La civilisation Inca a atteint son apogée entre 1400 et 1500 après JC. Avant elle, de nombreuses civilisations cohabitèrent sur l‘actuel territoire péruvien. Pour ne citer qu’eux, les Moche (prononcer Motché) occupèrent le nord du Pérou (entre 200 et 700 après JC) et furent suivis par les Huaris (entre 500 et 1200 après JC) et les Chimus (prononcer Tchimou, entre 1100 et 1400 après JC). Eux-mêmes furent conquis par les Incas. Ces civilisations laissèrent derrière elles des sites extraordinaires tels que les Huacas del Sol y de la Luna et Chan Chan dans les environs de Trujillo, ou bien Sipan à côté de Chiclayo.
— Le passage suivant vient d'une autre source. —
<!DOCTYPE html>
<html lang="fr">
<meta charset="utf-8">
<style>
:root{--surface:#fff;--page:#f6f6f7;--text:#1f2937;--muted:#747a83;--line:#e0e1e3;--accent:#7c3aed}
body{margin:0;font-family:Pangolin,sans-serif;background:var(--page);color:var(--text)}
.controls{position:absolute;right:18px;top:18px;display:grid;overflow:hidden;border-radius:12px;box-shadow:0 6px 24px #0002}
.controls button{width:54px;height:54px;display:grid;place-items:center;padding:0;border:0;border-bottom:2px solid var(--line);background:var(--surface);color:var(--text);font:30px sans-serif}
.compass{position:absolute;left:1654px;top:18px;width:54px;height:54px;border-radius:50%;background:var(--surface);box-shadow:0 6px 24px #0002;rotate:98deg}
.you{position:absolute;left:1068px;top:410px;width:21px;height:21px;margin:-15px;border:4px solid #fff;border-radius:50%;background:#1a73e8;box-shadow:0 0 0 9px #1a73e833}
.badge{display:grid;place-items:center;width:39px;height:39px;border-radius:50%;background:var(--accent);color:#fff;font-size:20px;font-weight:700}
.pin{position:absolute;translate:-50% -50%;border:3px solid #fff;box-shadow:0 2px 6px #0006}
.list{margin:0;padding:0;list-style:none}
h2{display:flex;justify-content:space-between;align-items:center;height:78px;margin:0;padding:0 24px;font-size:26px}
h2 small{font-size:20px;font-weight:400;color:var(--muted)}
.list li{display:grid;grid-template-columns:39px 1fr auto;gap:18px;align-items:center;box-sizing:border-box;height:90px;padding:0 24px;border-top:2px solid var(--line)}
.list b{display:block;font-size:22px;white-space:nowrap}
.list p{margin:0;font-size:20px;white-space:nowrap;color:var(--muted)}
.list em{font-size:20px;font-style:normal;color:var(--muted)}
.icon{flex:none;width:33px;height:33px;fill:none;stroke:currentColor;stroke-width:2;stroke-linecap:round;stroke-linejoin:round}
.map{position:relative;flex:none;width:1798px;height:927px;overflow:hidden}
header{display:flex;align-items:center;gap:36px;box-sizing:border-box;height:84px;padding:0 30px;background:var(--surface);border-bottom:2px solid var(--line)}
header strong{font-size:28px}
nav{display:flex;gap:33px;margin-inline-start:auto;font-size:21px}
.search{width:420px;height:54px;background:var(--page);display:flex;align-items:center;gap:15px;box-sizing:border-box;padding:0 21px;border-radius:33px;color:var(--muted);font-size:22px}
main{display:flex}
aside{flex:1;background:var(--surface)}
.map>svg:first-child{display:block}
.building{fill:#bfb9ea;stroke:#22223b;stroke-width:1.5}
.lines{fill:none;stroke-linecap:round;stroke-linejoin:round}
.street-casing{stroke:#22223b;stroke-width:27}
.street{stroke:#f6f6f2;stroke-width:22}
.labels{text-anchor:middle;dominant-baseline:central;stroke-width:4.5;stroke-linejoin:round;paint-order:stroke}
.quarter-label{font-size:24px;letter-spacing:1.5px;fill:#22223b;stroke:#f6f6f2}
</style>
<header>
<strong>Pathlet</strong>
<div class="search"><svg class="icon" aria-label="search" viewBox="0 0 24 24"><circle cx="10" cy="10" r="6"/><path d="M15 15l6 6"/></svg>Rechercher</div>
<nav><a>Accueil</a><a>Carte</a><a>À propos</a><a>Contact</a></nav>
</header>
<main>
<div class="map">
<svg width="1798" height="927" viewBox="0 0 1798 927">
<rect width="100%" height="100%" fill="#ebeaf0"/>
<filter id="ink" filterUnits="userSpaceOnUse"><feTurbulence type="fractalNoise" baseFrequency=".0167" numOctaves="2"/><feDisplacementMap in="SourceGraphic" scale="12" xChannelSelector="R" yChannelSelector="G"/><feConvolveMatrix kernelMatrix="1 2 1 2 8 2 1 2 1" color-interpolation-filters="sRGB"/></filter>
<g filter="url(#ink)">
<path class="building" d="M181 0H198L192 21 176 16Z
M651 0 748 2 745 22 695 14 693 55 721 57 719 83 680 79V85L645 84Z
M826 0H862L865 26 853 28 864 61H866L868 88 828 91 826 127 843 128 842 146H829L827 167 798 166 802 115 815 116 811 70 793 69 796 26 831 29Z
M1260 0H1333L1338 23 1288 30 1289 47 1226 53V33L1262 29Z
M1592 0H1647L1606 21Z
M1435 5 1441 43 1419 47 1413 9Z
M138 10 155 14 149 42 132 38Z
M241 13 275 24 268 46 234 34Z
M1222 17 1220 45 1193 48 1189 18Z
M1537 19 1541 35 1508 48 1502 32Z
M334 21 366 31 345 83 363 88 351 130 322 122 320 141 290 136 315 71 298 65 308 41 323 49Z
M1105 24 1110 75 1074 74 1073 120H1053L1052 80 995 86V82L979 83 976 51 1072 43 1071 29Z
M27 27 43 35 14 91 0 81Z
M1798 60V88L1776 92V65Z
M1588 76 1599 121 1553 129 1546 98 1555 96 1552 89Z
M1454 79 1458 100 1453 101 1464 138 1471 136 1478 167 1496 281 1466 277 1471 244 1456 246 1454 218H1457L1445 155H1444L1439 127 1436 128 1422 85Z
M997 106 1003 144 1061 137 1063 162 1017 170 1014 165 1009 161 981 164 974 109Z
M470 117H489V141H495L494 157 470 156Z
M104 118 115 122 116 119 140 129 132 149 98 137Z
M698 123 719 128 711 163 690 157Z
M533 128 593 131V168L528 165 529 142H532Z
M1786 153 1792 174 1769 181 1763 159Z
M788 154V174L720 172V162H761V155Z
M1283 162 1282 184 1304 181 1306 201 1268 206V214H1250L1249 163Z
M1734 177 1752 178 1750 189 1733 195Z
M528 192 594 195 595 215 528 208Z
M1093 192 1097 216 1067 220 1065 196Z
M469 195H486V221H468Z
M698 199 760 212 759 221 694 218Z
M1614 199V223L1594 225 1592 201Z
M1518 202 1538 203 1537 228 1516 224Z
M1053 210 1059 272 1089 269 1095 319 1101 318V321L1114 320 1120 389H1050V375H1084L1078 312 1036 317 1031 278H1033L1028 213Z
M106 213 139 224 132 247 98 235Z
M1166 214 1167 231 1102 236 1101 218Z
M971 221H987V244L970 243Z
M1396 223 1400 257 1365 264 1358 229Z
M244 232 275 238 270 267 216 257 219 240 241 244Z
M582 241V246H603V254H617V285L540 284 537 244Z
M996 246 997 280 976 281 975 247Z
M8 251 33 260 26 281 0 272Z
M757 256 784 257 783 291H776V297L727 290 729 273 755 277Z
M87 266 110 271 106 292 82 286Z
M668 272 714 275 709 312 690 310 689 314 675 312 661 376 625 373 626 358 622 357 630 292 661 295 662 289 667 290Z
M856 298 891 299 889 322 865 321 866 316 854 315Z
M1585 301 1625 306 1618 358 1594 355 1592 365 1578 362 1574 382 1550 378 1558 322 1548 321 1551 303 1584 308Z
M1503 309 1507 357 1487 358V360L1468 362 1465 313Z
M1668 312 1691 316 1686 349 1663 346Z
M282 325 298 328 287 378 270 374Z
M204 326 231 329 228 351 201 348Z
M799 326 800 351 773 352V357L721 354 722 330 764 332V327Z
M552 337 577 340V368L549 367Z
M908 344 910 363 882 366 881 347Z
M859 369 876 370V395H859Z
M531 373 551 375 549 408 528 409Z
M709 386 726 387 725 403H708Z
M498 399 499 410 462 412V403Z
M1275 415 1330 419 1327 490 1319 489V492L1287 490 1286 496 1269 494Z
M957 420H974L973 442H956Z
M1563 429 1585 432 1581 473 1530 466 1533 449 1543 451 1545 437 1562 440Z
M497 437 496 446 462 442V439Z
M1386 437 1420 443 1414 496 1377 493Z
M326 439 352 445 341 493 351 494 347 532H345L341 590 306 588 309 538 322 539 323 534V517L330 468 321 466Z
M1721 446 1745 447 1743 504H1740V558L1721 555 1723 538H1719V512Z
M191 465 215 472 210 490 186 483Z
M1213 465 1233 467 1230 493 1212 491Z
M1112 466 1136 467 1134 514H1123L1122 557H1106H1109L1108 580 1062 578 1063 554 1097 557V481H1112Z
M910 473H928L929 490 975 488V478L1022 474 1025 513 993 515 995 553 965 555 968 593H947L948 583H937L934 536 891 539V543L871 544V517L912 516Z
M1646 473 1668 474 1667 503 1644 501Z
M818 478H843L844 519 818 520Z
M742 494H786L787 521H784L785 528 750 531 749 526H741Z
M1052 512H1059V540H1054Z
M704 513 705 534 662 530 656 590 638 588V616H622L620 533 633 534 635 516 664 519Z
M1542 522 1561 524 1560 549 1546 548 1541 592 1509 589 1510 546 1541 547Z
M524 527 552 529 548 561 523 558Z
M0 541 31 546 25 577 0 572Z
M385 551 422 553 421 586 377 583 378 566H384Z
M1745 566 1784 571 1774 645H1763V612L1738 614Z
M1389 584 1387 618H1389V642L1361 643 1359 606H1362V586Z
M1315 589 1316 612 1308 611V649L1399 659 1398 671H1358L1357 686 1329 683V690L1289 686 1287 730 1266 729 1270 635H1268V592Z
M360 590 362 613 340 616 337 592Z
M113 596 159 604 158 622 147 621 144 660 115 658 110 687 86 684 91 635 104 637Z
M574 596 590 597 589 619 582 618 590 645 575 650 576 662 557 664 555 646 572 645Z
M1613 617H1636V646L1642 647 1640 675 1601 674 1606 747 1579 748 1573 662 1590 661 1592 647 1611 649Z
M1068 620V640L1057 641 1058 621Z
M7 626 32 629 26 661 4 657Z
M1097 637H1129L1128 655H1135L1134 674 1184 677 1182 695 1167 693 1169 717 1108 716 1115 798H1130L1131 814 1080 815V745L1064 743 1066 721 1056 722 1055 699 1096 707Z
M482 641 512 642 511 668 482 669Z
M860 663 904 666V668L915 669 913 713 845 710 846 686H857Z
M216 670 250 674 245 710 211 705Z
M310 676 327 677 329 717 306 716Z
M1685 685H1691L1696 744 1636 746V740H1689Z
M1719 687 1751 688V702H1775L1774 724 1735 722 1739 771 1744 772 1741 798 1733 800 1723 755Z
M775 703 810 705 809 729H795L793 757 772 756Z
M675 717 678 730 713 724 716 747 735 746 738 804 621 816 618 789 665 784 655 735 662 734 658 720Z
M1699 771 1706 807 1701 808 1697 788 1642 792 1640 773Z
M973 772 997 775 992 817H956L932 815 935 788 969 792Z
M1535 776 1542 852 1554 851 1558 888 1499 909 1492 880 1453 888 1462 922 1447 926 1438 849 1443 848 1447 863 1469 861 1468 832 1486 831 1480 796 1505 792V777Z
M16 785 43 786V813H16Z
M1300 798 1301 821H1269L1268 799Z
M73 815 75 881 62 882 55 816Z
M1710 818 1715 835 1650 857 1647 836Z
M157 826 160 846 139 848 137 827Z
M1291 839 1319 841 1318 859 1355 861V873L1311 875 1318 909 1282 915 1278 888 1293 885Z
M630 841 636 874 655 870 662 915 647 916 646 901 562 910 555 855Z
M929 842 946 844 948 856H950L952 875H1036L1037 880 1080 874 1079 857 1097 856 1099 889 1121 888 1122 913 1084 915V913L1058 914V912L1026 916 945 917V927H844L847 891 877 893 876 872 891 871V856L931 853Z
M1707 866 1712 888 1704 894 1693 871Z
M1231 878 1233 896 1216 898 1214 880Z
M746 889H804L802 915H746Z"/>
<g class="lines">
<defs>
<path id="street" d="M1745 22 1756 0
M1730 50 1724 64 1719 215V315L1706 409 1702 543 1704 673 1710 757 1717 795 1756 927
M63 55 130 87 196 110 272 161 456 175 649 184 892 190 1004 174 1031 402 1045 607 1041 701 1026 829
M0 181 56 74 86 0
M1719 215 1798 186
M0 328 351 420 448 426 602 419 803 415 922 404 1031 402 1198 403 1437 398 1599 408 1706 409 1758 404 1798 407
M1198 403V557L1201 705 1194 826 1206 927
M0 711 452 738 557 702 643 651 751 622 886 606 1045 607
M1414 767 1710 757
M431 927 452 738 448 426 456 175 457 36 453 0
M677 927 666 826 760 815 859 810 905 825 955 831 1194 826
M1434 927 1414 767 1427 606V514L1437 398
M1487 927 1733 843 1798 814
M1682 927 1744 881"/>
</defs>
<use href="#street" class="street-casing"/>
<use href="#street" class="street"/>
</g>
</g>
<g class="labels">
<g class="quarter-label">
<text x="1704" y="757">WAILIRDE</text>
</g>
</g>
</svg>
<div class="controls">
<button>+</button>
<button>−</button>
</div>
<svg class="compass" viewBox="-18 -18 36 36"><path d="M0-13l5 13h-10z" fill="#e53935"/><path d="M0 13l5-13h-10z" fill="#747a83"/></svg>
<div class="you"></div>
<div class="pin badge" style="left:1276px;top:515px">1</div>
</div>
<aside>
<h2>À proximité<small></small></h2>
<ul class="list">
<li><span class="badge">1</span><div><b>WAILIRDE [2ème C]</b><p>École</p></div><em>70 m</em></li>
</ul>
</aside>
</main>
Afin d’avoir une vue d’ensemble de ce que furent ces civilisations dont nous, Occidentaux, ignorons tout, nous nous rendons au musée Larco Herrera de Lima. Il s‘agit d‘une collection privée installée dans un beau bâtiment de type colonial. Miguel Angel (ça ne s’invente pas!) nous sert de guide et nous fait un cours illustré sur ces civilisations qui sortent peu à peu de l‘ombre grâce aux progrès des fouilles archéologiques. Il met surtout l’accent sur ce qui lie ces cultures pré-Incas. Ce fil rouge nous servira constamment lors de nos visites in situ.

Le culte du Soleil et de la Lune

Chers tintinophiles, réveillez vos souvenirs de l’album Le temple du Soleil (mon Tintin préféré !!!)…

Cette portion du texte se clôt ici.